■ Data to use:
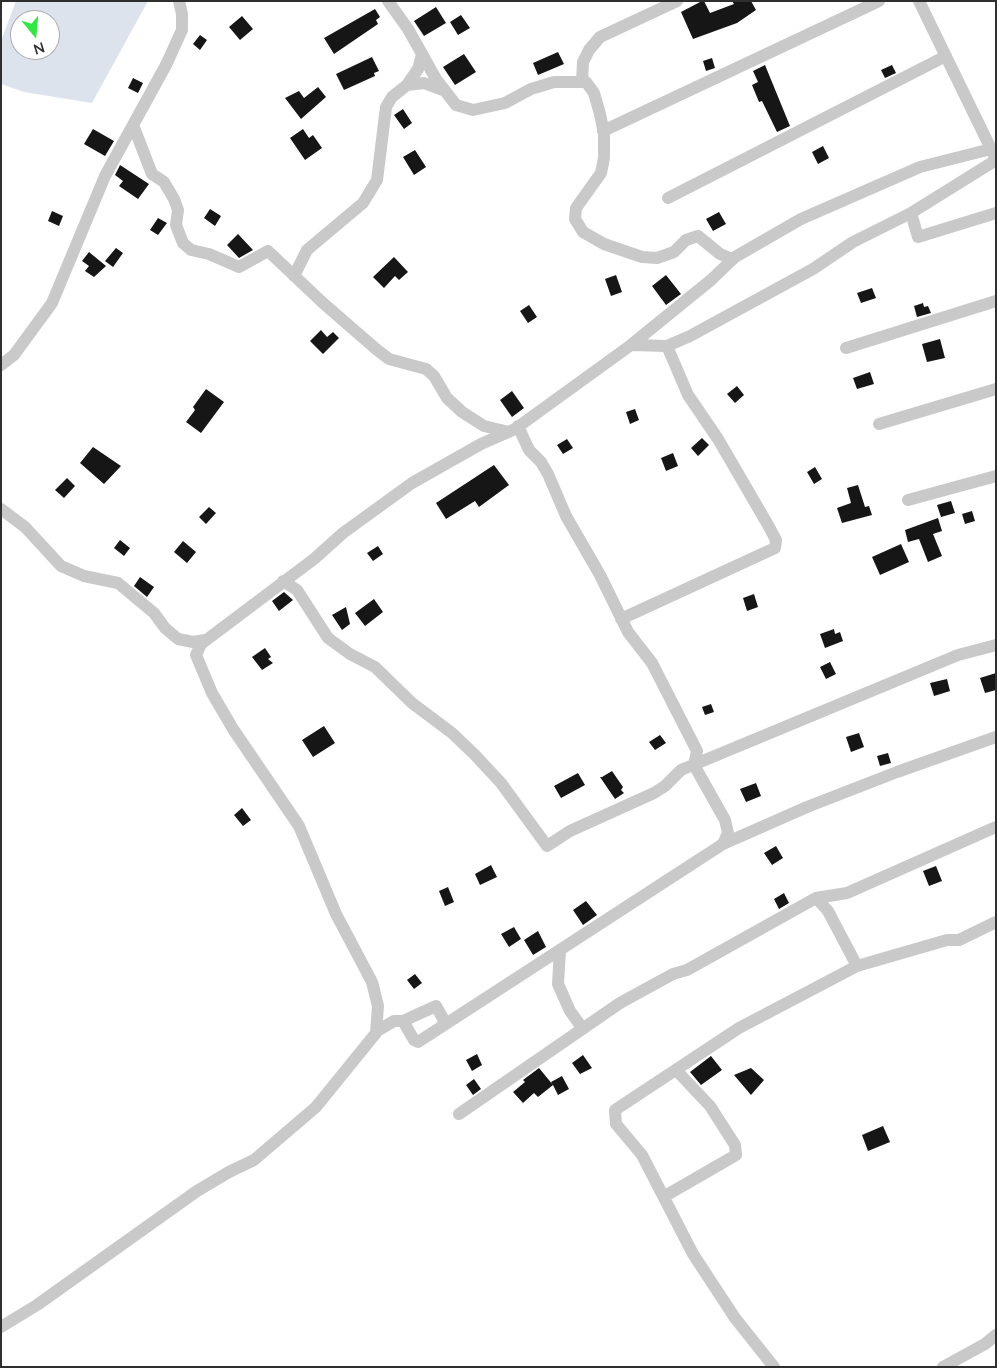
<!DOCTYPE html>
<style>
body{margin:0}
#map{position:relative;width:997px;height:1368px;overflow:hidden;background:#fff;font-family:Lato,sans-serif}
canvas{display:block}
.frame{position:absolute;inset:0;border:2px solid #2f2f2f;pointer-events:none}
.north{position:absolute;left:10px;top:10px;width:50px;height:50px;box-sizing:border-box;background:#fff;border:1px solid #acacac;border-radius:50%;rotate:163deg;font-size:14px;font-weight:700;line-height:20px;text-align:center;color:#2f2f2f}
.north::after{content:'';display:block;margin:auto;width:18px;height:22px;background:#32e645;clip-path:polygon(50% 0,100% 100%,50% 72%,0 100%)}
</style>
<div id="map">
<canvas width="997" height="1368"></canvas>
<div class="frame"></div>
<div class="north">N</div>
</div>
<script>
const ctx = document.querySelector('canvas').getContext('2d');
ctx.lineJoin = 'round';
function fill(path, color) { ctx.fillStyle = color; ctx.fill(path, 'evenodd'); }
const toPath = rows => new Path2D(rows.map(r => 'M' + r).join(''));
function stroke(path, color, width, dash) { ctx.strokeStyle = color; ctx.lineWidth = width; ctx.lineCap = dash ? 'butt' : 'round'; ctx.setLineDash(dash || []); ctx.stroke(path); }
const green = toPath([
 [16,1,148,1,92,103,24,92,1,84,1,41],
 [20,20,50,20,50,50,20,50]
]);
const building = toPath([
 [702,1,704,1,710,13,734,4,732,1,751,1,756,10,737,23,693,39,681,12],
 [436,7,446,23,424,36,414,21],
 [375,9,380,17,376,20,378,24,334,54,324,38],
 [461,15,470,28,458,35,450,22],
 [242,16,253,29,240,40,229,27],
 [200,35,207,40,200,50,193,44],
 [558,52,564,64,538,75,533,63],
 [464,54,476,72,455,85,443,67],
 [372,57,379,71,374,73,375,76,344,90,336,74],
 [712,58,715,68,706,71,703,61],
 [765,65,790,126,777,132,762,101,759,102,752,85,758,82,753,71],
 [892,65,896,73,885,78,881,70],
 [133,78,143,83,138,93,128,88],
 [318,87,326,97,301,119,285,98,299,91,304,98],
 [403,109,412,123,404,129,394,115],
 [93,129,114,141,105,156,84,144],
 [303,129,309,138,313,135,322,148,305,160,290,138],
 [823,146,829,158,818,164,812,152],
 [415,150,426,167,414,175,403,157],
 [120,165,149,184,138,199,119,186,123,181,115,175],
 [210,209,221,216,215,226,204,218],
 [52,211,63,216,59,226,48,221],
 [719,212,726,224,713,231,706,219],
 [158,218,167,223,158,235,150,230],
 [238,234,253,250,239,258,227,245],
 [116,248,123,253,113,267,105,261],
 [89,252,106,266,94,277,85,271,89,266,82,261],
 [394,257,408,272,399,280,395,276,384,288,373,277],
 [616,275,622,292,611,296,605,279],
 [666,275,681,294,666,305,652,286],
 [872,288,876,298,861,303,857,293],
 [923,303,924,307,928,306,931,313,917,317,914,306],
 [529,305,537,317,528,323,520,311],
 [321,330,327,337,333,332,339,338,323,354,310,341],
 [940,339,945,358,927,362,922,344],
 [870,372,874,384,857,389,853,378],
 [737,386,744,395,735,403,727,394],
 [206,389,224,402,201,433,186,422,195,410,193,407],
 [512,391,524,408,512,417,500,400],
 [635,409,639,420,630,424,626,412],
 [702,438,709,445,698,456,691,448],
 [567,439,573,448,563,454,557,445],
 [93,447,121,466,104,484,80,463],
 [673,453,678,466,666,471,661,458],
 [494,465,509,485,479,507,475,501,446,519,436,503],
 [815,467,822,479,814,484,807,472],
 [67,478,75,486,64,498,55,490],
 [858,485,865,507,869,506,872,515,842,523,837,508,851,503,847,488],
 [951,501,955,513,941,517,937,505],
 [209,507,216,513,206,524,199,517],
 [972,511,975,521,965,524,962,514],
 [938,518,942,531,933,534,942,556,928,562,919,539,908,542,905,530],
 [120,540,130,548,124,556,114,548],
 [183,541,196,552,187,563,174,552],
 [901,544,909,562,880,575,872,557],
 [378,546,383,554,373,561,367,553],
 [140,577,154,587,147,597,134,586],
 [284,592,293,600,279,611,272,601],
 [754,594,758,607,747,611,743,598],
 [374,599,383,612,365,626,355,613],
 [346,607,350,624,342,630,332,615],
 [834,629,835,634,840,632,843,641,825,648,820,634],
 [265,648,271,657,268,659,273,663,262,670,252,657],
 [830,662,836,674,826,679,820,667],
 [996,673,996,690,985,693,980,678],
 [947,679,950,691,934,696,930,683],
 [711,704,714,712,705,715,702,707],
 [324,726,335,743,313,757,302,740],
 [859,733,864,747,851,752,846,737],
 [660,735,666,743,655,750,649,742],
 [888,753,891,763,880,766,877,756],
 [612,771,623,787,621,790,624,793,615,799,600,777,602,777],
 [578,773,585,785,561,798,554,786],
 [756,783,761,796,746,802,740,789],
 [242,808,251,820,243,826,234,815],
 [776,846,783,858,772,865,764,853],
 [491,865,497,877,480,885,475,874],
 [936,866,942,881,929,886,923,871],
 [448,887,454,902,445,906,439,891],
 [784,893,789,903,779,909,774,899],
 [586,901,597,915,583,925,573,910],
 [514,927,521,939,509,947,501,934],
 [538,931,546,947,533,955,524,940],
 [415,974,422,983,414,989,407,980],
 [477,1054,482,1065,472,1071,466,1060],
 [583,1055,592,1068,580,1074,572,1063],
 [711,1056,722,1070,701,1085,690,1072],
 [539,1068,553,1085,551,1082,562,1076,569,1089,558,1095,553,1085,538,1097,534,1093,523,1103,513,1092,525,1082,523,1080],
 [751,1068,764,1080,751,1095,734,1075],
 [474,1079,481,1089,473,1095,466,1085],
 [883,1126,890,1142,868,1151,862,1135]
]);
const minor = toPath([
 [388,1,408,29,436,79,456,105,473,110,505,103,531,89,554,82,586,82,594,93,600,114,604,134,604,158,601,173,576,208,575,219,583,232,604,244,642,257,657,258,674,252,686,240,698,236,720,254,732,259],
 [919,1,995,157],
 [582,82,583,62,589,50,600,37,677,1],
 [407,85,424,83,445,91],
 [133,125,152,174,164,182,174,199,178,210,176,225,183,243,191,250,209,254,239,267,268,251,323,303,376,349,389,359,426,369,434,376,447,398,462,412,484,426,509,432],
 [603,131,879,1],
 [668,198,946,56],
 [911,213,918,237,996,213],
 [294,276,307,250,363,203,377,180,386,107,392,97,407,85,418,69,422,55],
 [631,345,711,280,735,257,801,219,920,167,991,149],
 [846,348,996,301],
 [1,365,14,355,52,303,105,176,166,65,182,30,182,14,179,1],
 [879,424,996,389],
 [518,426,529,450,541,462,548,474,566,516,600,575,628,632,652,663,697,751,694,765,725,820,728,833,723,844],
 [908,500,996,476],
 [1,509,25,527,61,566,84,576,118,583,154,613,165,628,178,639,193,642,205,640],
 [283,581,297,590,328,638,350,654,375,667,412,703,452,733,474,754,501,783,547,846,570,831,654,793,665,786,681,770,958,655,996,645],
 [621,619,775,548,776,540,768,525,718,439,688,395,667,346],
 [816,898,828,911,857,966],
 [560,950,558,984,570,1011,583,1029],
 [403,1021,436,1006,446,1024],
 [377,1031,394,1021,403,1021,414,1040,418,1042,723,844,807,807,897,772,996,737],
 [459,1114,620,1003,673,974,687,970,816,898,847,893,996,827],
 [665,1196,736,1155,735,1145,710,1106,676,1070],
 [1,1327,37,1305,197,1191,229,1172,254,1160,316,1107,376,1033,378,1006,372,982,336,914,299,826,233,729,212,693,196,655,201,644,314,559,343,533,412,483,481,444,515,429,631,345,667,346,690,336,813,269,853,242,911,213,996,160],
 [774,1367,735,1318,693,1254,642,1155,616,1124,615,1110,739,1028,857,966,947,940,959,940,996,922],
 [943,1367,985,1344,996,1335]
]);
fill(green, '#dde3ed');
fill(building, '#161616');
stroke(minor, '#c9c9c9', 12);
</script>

■ Directions for this task: Copy each line above holding "canvas".

■ Reply to the task:
canvas{display:block}
<canvas width="997" height="1368"></canvas>
const ctx = document.querySelector('canvas').getContext('2d');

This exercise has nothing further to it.